Referring primarily to FIG. 3, the clutch collar shift mechanism 30 is configured to actuate the clutch collar 28 along an axis with respect to the shaft upon which it is disposed. In some configurations, the clutch collar shift mechanism 30 includes an outer housing 140, a piston 142, a bearing assembly 144, and a biasing member 146. The clutch collar shift mechanism 30 may also include a first seal 148 and a second seal 150.

Referring primarily to FIGS. 3, 5, and 6, the outer housing 140 is configured to receive components of the clutch collar shift mechanism 30. The outer housing 140 may be fixedly positioned with respect to the housing assembly 20 or may be part of the housing assembly 20. In some configurations, the outer housing 140 may be fixedly mounted to the differential carrier of the housing assembly 20 with one or more fasteners such as bolts. In some configurations, the outer housing 140 may encircle and engage a bearing assembly that rotatably supports a corresponding shaft, such as a bearing assembly 52 that rotatably supports the first shaft 24. In some configurations, the outer housing 140 defines an opening 160 and a fluid passage 162.

The opening 160 is configured to receive the clutch collar shift mechanism 30. The opening 160 may be configured as a through hole that may receive components of the clutch collar shift mechanism 30, such as the piston 142, the bearing assembly 144, and the biasing member 146, or combinations thereof. The opening 160 may also receive a shaft, such as the first shaft 24, and extend around or encircle a corresponding axis, such as the first axis 50. In some configurations, the opening 160 may also receive a bearing assembly that rotatably supports a shaft, such as the bearing assembly 52. As such, the outer housing 140 may encircle the first shaft 24, the first axis 50, the bearing assembly 52, the piston 142, the bearing assembly 144, the biasing member 146, or combinations thereof.

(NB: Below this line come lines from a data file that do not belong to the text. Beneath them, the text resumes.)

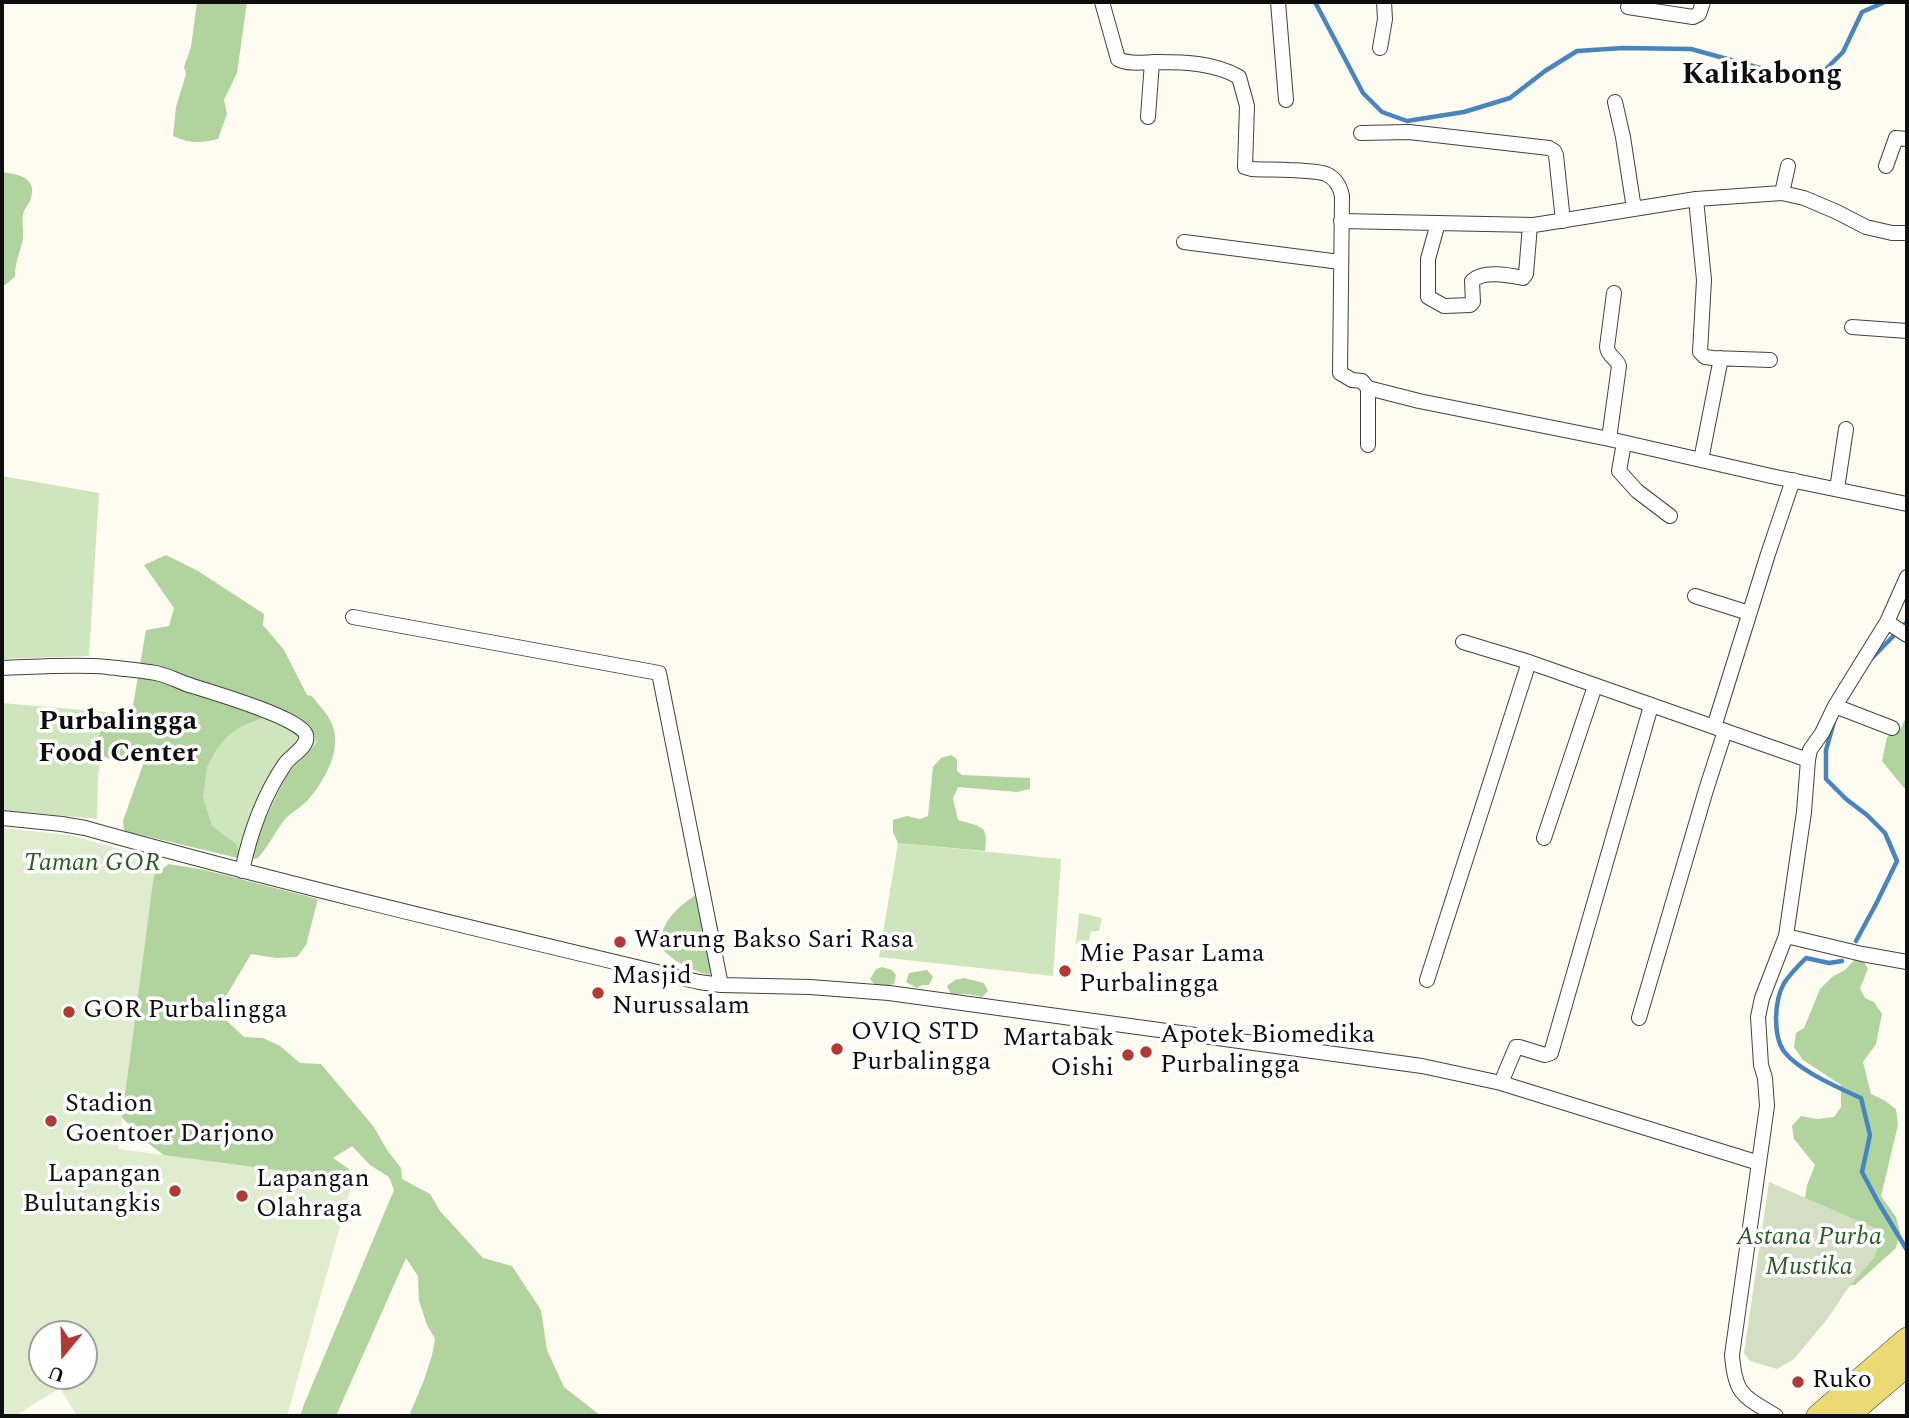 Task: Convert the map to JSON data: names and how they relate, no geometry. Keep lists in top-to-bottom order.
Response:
{
  "districts": ["Kalikabong", "Purbalingga Food Center"],
  "parks": ["Taman GOR", "Astana Purba Mustika"],
  "places": [
    "Warung Bakso Sari Rasa",
    "Mie Pasar Lama Purbalingga",
    "Masjid Nurussalam",
    "GOR Purbalingga",
    "OVIQ STD Purbalingga",
    "Apotek Biomedika Purbalingga",
    "Martabak Oishi",
    "Stadion Goentoer Darjono",
    "Lapangan Bulutangkis",
    "Lapangan Olahraga",
    "Ruko"
  ],
  "north": "bottom"
} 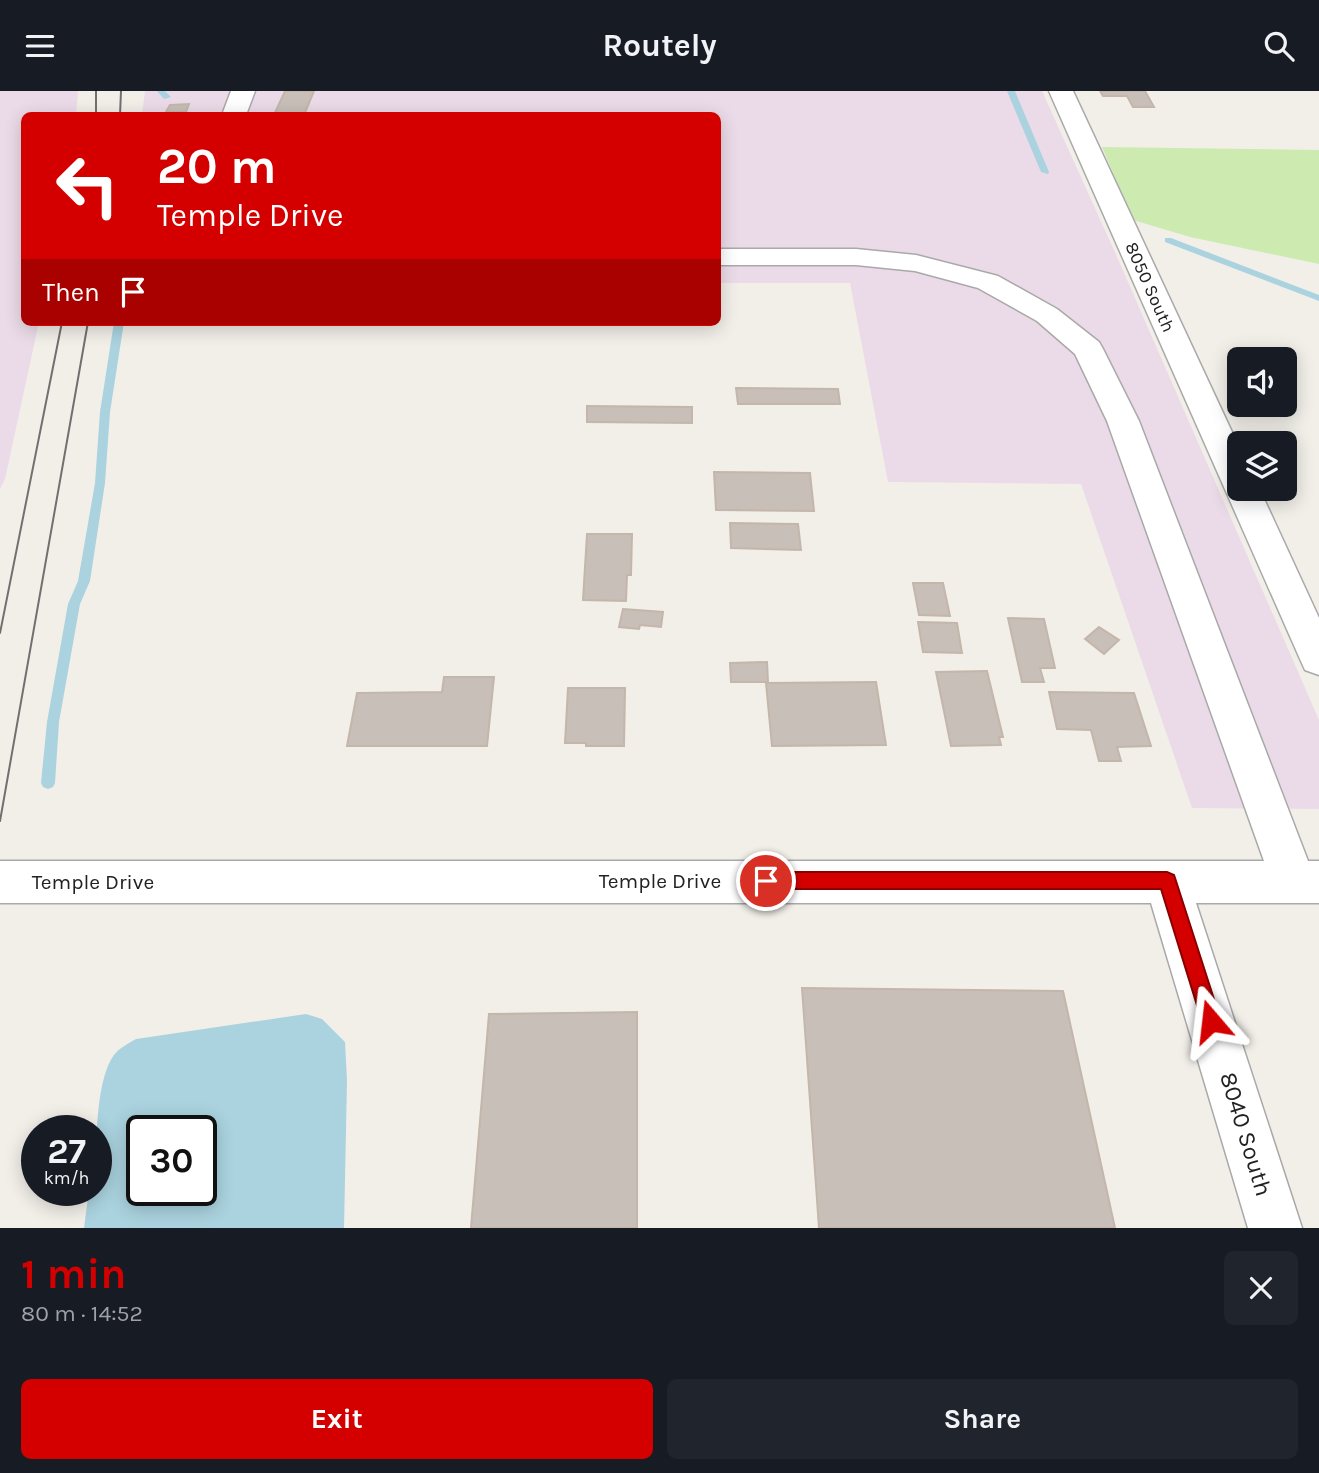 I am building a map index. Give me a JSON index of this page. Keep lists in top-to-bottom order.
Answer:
{
  "streets": {
    "street": ["8050 South", "Temple Drive", "8040 South"]
  },
  "crossings": [
    ["Temple Drive", "8040 South"]
  ],
  "page": {
    "header": "Routely",
    "turn": ["20 m", "Temple Drive"],
    "then": "Then",
    "speed": "27 km/h",
    "limit": "30",
    "heading": ["1 min", "80 m · 14:52"],
    "buttons": ["Exit", "Share"]
  }
}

The opening 160 may have any suitable configuration. In the configuration shown, the opening 160 is defined by a plurality of surfaces that face toward corresponding axis, such as the first axis 50. For instance, the opening 160 may be at least partially defined by a first inner surface 170, a second inner surface 172, and a step surface 174, which are best shown with reference to FIG. 3.

The first inner surface 170 faces toward the first axis 50. In some configurations, the first inner surface 170 extends from an end of the outer housing 140 that faces toward the interaxle differential unit 26. The first inner surface 170 may encircle the first axis 50. The first inner surface 170 may be radially disposed with respect to the first axis 50.

The second inner surface 172 faces toward the first axis 50. The second inner surface 172 may encircle the first axis 50. The second inner surface 172 may be radially disposed with respect to the first axis 50. In some configurations, the second inner surface 172 may be disposed closer to the first axis 50 than the first inner surface 170.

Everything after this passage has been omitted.